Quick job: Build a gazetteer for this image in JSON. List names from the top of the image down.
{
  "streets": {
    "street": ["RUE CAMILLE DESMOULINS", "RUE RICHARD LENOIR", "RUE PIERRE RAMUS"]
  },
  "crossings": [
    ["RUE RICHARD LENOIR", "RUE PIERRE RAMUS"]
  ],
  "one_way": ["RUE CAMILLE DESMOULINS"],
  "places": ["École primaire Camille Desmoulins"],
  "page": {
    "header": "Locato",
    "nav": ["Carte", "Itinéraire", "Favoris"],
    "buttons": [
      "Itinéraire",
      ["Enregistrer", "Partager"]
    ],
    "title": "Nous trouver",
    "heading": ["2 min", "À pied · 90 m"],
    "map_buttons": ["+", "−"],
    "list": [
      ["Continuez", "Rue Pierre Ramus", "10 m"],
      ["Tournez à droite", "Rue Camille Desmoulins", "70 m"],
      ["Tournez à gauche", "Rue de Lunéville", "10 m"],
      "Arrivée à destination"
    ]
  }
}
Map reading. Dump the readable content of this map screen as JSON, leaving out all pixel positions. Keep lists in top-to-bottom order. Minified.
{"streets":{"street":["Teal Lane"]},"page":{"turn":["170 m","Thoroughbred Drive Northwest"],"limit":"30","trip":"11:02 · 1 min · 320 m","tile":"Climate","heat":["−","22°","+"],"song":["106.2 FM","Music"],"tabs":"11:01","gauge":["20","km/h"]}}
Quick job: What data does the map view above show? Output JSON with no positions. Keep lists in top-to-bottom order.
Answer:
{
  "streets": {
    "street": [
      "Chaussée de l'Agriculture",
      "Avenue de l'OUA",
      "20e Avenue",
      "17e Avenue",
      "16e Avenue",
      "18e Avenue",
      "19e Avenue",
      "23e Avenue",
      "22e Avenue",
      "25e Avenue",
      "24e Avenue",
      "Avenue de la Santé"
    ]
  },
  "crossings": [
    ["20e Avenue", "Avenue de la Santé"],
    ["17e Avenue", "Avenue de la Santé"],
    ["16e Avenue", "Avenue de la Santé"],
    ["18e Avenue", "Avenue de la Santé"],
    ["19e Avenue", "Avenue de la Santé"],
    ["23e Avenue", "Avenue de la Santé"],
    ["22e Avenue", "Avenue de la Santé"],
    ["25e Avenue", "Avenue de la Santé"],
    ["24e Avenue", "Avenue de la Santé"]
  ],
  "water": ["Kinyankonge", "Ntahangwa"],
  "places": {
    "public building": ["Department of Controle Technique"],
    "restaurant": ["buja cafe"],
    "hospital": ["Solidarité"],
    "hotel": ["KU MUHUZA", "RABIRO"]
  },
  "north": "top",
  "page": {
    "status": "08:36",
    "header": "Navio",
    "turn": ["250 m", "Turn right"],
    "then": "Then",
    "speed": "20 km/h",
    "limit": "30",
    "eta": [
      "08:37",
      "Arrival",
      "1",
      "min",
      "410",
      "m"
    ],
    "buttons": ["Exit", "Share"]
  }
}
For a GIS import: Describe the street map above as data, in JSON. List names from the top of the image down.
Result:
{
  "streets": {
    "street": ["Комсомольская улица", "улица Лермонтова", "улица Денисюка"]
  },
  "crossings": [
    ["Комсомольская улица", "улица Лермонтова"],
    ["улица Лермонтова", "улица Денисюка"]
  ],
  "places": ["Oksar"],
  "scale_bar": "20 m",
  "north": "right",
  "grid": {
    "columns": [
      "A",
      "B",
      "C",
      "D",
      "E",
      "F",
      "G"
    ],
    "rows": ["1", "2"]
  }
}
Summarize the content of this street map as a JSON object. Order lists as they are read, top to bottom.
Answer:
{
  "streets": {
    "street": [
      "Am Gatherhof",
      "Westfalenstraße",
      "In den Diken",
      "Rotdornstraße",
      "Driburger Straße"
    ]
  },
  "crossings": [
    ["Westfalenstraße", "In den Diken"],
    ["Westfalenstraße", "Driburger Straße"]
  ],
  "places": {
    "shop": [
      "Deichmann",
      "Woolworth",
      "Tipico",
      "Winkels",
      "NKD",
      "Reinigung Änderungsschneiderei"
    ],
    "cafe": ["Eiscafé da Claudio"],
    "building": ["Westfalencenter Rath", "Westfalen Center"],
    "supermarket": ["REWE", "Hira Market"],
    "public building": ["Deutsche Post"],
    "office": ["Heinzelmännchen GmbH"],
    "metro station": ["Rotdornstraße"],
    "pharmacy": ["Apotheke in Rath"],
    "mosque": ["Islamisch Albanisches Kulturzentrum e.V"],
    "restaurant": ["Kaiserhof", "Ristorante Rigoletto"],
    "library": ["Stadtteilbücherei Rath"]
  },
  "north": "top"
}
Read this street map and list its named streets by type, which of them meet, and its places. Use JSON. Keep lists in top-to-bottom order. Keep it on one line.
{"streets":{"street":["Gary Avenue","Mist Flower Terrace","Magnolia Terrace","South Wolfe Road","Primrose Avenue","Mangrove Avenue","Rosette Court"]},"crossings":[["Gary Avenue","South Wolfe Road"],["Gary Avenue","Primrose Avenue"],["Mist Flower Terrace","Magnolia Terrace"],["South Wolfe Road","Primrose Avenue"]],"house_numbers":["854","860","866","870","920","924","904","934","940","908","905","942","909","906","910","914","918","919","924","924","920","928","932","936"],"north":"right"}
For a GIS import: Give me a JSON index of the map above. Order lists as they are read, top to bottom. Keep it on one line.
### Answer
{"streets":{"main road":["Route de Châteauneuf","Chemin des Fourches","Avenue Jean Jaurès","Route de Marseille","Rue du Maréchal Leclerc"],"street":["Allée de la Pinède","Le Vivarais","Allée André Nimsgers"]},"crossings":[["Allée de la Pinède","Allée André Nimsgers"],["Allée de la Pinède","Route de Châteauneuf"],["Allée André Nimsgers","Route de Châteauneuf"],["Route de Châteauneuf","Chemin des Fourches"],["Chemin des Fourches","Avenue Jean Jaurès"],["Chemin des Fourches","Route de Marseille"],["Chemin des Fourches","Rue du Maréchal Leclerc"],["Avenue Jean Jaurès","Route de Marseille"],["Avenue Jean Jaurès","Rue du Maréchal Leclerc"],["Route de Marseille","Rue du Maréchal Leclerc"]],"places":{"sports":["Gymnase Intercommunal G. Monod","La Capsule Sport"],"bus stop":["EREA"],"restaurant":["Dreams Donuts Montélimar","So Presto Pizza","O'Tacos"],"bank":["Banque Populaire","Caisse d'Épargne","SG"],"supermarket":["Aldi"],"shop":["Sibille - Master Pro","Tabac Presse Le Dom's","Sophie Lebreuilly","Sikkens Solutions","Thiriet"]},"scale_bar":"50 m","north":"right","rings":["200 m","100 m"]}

:::::

EXERCISE
Copy out the data exactly, keeping each line whole.

RESPONSE
Quick job: Build a gazetteer for this image in JSON. List names from the top of the image down.
{
  "streets": {
    "street": ["RUE CAMILLE DESMOULINS", "RUE RICHARD LENOIR", "RUE PIERRE RAMUS"]
  },
  "crossings": [
    ["RUE RICHARD LENOIR", "RUE PIERRE RAMUS"]
  ],
  "one_way": ["RUE CAMILLE DESMOULINS"],
  "places": ["École primaire Camille Desmoulins"],
  "page": {
    "header": "Locato",
    "nav": ["Carte", "Itinéraire", "Favoris"],
    "buttons": [
      "Itinéraire",
      ["Enregistrer", "Partager"]
    ],
    "title": "Nous trouver",
    "heading": ["2 min", "À pied · 90 m"],
    "map_buttons": ["+", "−"],
    "list": [
      ["Continuez", "Rue Pierre Ramus", "10 m"],
      ["Tournez à droite", "Rue Camille Desmoulins", "70 m"],
      ["Tournez à gauche", "Rue de Lunéville", "10 m"],
      "Arrivée à destination"
    ]
  }
}
Map reading. Dump the readable content of this map screen as JSON, leaving out all pixel positions. Keep lists in top-to-bottom order. Minified.
{"streets":{"street":["Teal Lane"]},"page":{"turn":["170 m","Thoroughbred Drive Northwest"],"limit":"30","trip":"11:02 · 1 min · 320 m","tile":"Climate","heat":["−","22°","+"],"song":["106.2 FM","Music"],"tabs":"11:01","gauge":["20","km/h"]}}
Quick job: What data does the map view above show? Output JSON with no positions. Keep lists in top-to-bottom order.
Answer:
{
  "streets": {
    "street": [
      "Chaussée de l'Agriculture",
      "Avenue de l'OUA",
      "20e Avenue",
      "17e Avenue",
      "16e Avenue",
      "18e Avenue",
      "19e Avenue",
      "23e Avenue",
      "22e Avenue",
      "25e Avenue",
      "24e Avenue",
      "Avenue de la Santé"
    ]
  },
  "crossings": [
    ["20e Avenue", "Avenue de la Santé"],
    ["17e Avenue", "Avenue de la Santé"],
    ["16e Avenue", "Avenue de la Santé"],
    ["18e Avenue", "Avenue de la Santé"],
    ["19e Avenue", "Avenue de la Santé"],
    ["23e Avenue", "Avenue de la Santé"],
    ["22e Avenue", "Avenue de la Santé"],
    ["25e Avenue", "Avenue de la Santé"],
    ["24e Avenue", "Avenue de la Santé"]
  ],
  "water": ["Kinyankonge", "Ntahangwa"],
  "places": {
    "public building": ["Department of Controle Technique"],
    "restaurant": ["buja cafe"],
    "hospital": ["Solidarité"],
    "hotel": ["KU MUHUZA", "RABIRO"]
  },
  "north": "top",
  "page": {
    "status": "08:36",
    "header": "Navio",
    "turn": ["250 m", "Turn right"],
    "then": "Then",
    "speed": "20 km/h",
    "limit": "30",
    "eta": [
      "08:37",
      "Arrival",
      "1",
      "min",
      "410",
      "m"
    ],
    "buttons": ["Exit", "Share"]
  }
}
For a GIS import: Describe the street map above as data, in JSON. List names from the top of the image down.
Result:
{
  "streets": {
    "street": ["Комсомольская улица", "улица Лермонтова", "улица Денисюка"]
  },
  "crossings": [
    ["Комсомольская улица", "улица Лермонтова"],
    ["улица Лермонтова", "улица Денисюка"]
  ],
  "places": ["Oksar"],
  "scale_bar": "20 m",
  "north": "right",
  "grid": {
    "columns": [
      "A",
      "B",
      "C",
      "D",
      "E",
      "F",
      "G"
    ],
    "rows": ["1", "2"]
  }
}
Summarize the content of this street map as a JSON object. Order lists as they are read, top to bottom.
Answer:
{
  "streets": {
    "street": [
      "Am Gatherhof",
      "Westfalenstraße",
      "In den Diken",
      "Rotdornstraße",
      "Driburger Straße"
    ]
  },
  "crossings": [
    ["Westfalenstraße", "In den Diken"],
    ["Westfalenstraße", "Driburger Straße"]
  ],
  "places": {
    "shop": [
      "Deichmann",
      "Woolworth",
      "Tipico",
      "Winkels",
      "NKD",
      "Reinigung Änderungsschneiderei"
    ],
    "cafe": ["Eiscafé da Claudio"],
    "building": ["Westfalencenter Rath", "Westfalen Center"],
    "supermarket": ["REWE", "Hira Market"],
    "public building": ["Deutsche Post"],
    "office": ["Heinzelmännchen GmbH"],
    "metro station": ["Rotdornstraße"],
    "pharmacy": ["Apotheke in Rath"],
    "mosque": ["Islamisch Albanisches Kulturzentrum e.V"],
    "restaurant": ["Kaiserhof", "Ristorante Rigoletto"],
    "library": ["Stadtteilbücherei Rath"]
  },
  "north": "top"
}
Read this street map and list its named streets by type, which of them meet, and its places. Use JSON. Keep lists in top-to-bottom order. Keep it on one line.
{"streets":{"street":["Gary Avenue","Mist Flower Terrace","Magnolia Terrace","South Wolfe Road","Primrose Avenue","Mangrove Avenue","Rosette Court"]},"crossings":[["Gary Avenue","South Wolfe Road"],["Gary Avenue","Primrose Avenue"],["Mist Flower Terrace","Magnolia Terrace"],["South Wolfe Road","Primrose Avenue"]],"house_numbers":["854","860","866","870","920","924","904","934","940","908","905","942","909","906","910","914","918","919","924","924","920","928","932","936"],"north":"right"}
For a GIS import: Give me a JSON index of the map above. Order lists as they are read, top to bottom. Keep it on one line.
### Answer
{"streets":{"main road":["Route de Châteauneuf","Chemin des Fourches","Avenue Jean Jaurès","Route de Marseille","Rue du Maréchal Leclerc"],"street":["Allée de la Pinède","Le Vivarais","Allée André Nimsgers"]},"crossings":[["Allée de la Pinède","Allée André Nimsgers"],["Allée de la Pinède","Route de Châteauneuf"],["Allée André Nimsgers","Route de Châteauneuf"],["Route de Châteauneuf","Chemin des Fourches"],["Chemin des Fourches","Avenue Jean Jaurès"],["Chemin des Fourches","Route de Marseille"],["Chemin des Fourches","Rue du Maréchal Leclerc"],["Avenue Jean Jaurès","Route de Marseille"],["Avenue Jean Jaurès","Rue du Maréchal Leclerc"],["Route de Marseille","Rue du Maréchal Leclerc"]],"places":{"sports":["Gymnase Intercommunal G. Monod","La Capsule Sport"],"bus stop":["EREA"],"restaurant":["Dreams Donuts Montélimar","So Presto Pizza","O'Tacos"],"bank":["Banque Populaire","Caisse d'Épargne","SG"],"supermarket":["Aldi"],"shop":["Sibille - Master Pro","Tabac Presse Le Dom's","Sophie Lebreuilly","Sikkens Solutions","Thiriet"]},"scale_bar":"50 m","north":"right","rings":["200 m","100 m"]}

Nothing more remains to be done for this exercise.